Paul R. Ehrlich, President, Center for Conservation Biology, and Bing Professor of Population Studies at Stanford
"One With Nineveh: Politics, Consumption, and the Human Future"
Professor Ehrlich's research group covers several areas. It continues to study the dynamics and genetics of natural populations of checkerspot butterflies (Euphydryas). This research has applications to such problems as the control of insect pests and optimum designs for nature reserves. A central focus of his group is investigating ways that human-disturbed landscapes can be made more hospitable to biodiversity. This work in "countryside biogeography" is under the direction of Dr. Gretchen Daily, founder of the field. The Ehrlich group's policy research on the population-resource-environment crisis takes a broad overview of the world situation, but also works intensively in such areas of immediate legislative interests as endangered species and the preservation of genetic resources. A special interest of Ehrlich's is cultural evolution, especially with respect to environmental ethics. more...

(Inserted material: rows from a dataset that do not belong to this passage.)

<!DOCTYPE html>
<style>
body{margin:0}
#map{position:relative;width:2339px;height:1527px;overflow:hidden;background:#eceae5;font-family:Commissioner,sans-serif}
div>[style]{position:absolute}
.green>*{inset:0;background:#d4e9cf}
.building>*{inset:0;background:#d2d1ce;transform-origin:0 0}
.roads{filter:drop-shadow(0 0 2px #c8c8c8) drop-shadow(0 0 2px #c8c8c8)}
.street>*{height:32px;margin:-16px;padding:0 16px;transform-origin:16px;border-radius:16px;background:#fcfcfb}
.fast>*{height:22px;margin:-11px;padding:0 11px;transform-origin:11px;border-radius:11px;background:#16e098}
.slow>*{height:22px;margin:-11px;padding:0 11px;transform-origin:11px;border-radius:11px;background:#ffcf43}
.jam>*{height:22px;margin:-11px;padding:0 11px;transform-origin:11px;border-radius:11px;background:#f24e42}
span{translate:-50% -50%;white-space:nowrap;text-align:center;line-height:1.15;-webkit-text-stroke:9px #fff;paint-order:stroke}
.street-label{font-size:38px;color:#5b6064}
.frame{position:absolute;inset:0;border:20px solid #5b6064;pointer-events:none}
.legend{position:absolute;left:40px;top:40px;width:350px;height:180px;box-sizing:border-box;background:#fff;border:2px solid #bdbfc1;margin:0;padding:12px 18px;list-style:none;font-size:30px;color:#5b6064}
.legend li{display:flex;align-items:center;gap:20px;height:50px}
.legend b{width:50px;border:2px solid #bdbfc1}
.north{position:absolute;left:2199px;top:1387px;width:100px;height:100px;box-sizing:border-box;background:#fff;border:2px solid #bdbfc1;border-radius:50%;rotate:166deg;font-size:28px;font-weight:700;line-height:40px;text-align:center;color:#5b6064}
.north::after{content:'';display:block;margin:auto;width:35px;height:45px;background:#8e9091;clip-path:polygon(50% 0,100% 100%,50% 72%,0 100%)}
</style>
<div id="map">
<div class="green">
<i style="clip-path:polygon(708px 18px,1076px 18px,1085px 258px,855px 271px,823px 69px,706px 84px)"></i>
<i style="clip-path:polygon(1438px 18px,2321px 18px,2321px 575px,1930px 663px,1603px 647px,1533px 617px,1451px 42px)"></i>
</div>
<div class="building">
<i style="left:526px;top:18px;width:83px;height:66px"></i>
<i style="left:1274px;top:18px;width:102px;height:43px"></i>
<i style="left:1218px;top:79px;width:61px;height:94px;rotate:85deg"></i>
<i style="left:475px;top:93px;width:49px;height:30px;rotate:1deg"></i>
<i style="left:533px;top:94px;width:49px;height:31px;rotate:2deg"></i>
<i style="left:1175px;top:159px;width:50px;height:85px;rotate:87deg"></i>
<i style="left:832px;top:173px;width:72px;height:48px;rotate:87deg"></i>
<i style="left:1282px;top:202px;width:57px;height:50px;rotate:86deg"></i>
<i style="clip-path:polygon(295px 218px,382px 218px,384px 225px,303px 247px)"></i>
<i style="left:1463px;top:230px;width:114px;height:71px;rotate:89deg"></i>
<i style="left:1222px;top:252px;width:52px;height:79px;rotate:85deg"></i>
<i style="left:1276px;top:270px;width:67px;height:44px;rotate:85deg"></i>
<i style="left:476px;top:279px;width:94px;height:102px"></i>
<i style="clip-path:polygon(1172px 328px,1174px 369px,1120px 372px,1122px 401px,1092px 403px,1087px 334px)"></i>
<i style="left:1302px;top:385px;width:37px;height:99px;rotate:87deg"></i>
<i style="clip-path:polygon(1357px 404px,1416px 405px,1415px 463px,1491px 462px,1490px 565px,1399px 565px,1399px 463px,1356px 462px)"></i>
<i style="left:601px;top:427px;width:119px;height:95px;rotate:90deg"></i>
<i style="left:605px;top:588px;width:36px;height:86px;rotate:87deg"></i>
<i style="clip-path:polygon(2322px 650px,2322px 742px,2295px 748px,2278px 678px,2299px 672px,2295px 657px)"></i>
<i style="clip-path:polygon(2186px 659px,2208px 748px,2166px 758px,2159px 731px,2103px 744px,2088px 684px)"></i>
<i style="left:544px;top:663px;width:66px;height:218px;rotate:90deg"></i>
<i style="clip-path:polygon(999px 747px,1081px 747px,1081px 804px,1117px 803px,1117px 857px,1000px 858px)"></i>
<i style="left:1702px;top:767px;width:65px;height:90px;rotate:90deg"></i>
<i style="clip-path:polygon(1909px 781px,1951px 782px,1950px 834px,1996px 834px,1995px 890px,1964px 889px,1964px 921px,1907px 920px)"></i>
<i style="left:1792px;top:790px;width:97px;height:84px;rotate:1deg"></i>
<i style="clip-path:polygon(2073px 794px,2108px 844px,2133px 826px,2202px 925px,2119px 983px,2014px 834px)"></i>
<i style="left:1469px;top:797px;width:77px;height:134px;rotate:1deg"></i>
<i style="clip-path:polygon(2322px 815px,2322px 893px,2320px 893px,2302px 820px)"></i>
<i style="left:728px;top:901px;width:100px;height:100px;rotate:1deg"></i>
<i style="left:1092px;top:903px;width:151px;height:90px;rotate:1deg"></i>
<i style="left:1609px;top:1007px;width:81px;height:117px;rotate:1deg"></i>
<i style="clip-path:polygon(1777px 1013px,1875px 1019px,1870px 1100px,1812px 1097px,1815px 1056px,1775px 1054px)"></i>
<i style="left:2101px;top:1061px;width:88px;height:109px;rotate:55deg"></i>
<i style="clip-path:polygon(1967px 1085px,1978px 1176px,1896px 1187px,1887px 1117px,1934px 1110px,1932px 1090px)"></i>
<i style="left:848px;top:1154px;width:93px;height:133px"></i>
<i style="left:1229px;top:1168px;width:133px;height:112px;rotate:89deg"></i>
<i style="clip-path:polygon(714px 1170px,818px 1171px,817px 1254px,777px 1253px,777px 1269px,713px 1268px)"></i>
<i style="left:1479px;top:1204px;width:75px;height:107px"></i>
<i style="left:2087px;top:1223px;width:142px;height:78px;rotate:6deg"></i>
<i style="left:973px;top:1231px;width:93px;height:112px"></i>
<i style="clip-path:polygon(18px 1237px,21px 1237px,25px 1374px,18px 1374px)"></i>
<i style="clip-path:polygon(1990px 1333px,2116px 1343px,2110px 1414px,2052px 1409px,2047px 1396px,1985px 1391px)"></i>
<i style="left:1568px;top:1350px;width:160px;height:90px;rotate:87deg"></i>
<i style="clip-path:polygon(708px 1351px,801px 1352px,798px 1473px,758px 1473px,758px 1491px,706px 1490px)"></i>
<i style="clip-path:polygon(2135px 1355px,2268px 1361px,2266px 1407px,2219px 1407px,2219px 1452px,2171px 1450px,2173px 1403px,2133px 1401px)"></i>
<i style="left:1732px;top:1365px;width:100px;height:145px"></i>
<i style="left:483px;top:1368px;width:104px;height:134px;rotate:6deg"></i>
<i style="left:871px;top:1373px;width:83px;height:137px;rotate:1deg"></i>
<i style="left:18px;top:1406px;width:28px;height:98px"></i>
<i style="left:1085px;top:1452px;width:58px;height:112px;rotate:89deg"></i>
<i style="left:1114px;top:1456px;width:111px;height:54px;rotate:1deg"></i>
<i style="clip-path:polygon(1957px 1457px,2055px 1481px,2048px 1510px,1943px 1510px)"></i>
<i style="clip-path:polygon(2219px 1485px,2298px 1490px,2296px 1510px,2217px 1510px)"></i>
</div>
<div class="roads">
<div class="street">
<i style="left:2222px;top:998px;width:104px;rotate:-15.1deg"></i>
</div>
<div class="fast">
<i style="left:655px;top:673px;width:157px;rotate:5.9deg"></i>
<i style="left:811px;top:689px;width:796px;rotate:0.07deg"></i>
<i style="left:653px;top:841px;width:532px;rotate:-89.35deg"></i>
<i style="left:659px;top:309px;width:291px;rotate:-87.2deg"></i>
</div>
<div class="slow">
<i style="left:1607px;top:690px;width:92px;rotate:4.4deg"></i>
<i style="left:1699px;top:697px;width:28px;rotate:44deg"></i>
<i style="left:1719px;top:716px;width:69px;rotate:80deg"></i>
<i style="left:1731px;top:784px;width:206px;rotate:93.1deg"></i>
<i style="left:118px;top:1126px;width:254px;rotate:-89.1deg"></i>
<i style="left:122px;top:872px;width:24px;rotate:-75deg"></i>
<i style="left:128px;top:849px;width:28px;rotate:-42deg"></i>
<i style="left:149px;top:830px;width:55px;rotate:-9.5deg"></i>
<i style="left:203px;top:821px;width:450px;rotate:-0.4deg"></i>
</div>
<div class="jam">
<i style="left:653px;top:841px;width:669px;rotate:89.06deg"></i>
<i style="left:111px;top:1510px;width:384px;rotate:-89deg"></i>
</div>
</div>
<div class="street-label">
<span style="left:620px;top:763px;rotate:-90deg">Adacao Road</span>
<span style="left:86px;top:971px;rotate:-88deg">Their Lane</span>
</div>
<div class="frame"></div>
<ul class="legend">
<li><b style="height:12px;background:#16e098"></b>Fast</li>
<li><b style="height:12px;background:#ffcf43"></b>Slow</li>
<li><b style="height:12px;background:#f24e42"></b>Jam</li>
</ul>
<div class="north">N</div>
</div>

Richard D. Breitman, AU Dept of History
"U.S. Intelligence and the Nazis"
Dr. Breitman is author of five books, including German Socialism and Weimar Democracy; Breaking the Silence; American Refugee Policy and European Jewry, 1933-1945 (with Alan Kraut); The Architect of Genocide: Himmler and The Final Solution; and Official Secrets: What the Nazis Planned, What the British and Americans Knew. He works with the U.S. Holocaust Museum as editor-in-chief of Holocaust and Genocide Studies and is an expert witness on cases involving Nazi war crimes.